§ WORK REQUIRED
Within the listing below, please show every line carrying the string "wash".
### RECORDS FOR THE TASK
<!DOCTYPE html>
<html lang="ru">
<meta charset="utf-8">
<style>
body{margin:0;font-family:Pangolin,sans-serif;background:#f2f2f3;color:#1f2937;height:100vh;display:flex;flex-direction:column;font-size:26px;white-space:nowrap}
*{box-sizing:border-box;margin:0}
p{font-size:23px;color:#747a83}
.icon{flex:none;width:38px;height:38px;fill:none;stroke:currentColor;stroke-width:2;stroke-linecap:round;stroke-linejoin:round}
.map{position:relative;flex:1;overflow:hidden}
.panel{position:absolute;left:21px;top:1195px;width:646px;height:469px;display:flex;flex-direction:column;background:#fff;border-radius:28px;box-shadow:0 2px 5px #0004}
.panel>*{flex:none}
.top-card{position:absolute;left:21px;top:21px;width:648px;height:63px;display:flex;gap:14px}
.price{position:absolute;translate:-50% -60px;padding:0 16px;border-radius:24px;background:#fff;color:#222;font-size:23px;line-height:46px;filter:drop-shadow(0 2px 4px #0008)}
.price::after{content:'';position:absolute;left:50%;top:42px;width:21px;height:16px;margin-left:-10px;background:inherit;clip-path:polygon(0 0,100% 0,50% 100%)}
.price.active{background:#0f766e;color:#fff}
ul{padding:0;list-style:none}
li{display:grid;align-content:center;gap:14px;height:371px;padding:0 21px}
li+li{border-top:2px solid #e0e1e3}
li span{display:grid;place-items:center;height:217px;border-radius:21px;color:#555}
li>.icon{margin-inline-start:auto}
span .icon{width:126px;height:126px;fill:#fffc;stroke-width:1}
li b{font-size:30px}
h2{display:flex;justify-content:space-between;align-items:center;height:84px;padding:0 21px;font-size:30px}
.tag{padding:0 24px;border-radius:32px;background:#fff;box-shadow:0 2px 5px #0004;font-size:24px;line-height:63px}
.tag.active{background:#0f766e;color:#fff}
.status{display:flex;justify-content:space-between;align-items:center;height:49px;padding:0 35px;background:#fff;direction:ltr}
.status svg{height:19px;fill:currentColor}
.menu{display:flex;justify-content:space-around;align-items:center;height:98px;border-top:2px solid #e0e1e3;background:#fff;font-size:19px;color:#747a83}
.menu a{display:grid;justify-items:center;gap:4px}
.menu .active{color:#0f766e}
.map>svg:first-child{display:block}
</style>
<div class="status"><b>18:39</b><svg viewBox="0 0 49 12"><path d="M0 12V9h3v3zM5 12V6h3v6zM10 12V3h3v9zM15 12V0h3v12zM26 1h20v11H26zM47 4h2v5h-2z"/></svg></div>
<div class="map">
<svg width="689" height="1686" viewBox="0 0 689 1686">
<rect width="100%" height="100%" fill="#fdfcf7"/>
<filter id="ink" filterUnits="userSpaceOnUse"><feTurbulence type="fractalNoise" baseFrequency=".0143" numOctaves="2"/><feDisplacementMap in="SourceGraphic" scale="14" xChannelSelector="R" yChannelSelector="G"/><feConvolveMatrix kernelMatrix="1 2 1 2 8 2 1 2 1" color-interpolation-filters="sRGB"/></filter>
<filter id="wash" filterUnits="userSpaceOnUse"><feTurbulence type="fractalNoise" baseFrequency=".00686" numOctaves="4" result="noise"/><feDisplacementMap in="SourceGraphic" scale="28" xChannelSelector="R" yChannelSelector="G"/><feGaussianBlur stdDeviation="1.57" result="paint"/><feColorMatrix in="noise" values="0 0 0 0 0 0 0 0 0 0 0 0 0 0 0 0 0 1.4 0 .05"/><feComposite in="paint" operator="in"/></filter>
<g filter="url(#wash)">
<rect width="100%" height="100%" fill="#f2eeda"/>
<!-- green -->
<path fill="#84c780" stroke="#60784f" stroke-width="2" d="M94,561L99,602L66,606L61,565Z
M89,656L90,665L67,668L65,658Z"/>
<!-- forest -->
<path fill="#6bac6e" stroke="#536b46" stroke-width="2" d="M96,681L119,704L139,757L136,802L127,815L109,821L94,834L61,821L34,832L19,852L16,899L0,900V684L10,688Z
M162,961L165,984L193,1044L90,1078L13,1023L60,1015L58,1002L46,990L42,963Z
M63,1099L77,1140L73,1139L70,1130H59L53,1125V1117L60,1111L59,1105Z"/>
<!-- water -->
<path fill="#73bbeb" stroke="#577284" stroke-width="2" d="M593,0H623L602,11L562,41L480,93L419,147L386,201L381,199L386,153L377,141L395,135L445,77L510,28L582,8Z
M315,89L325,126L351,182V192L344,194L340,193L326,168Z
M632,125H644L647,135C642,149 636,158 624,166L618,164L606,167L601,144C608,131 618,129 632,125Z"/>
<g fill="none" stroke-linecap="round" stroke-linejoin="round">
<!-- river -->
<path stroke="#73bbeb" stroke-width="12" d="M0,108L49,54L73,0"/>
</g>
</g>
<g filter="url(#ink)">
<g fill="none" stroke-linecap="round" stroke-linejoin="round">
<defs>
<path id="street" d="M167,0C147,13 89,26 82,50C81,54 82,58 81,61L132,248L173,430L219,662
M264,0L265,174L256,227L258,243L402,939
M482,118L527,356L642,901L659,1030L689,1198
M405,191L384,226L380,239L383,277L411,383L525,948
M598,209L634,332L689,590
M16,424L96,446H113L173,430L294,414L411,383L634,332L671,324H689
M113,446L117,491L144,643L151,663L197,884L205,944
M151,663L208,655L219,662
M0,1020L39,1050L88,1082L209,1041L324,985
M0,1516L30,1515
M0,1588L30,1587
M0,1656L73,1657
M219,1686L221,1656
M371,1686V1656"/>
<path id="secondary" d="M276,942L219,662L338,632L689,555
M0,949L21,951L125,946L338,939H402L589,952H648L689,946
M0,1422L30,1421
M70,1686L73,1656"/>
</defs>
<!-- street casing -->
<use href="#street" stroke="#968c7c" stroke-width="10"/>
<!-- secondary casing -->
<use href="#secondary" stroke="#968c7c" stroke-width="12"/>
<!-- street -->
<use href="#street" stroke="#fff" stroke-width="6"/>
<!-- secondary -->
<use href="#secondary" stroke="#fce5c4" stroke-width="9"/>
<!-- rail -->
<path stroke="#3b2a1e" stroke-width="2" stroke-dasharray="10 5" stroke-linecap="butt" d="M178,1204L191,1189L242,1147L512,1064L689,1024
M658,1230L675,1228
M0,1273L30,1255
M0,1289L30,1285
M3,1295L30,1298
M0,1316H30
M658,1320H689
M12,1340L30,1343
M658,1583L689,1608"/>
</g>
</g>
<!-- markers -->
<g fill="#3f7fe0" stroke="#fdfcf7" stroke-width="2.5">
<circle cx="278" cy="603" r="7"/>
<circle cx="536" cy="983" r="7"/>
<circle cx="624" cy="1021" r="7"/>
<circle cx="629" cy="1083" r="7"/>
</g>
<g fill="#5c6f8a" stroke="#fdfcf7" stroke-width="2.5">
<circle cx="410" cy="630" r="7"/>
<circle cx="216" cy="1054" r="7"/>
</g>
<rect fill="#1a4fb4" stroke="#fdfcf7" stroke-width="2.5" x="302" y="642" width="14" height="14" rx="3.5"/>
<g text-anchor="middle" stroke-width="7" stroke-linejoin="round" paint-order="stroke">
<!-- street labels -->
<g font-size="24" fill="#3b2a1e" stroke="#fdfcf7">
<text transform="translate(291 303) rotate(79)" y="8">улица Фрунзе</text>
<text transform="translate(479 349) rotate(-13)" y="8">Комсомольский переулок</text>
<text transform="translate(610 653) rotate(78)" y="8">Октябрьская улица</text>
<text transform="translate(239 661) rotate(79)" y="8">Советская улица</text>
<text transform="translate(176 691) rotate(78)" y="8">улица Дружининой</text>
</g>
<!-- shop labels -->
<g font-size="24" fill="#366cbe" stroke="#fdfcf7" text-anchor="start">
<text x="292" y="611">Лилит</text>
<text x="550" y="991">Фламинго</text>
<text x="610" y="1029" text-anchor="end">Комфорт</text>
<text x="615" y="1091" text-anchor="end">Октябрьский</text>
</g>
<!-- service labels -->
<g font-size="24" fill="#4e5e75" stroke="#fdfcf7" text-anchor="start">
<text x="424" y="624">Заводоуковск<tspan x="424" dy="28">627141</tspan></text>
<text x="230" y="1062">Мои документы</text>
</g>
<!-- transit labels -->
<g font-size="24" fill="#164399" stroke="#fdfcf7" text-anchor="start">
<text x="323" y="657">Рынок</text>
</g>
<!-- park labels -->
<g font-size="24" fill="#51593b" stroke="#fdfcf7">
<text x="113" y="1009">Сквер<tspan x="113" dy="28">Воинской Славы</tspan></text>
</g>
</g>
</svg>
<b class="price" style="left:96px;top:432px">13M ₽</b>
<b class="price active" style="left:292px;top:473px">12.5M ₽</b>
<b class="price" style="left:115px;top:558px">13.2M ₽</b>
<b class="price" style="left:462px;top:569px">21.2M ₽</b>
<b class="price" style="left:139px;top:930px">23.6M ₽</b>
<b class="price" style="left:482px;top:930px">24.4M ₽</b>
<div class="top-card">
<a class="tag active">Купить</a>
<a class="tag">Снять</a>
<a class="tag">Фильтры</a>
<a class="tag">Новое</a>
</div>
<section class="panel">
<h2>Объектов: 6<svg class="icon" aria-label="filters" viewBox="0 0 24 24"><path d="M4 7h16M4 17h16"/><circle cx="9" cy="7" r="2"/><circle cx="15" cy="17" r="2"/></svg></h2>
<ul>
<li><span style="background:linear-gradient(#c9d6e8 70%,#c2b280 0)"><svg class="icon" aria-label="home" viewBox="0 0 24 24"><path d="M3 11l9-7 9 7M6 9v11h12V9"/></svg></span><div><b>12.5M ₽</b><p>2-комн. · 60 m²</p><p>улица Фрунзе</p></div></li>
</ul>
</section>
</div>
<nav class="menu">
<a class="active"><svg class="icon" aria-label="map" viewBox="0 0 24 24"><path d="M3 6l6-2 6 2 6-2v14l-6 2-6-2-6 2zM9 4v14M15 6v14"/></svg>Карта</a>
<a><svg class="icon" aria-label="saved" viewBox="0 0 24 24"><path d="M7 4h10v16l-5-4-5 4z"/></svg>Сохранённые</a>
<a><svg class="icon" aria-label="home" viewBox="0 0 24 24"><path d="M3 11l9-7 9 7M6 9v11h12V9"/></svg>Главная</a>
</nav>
######
§ TASK SOLUTION
<filter id="wash" filterUnits="userSpaceOnUse"><feTurbulence type="fractalNoise" baseFrequency=".00686" numOctaves="4" result="noise"/><feDisplacementMap in="SourceGraphic" scale="28" xChannelSelector="R" yChannelSelector="G"/><feGaussianBlur stdDeviation="1.57" result="paint"/><feColorMatrix in="noise" values="0 0 0 0 0 0 0 0 0 0 0 0 0 0 0 0 0 1.4 0 .05"/><feComposite in="paint" operator="in"/></filter>
<g filter="url(#wash)">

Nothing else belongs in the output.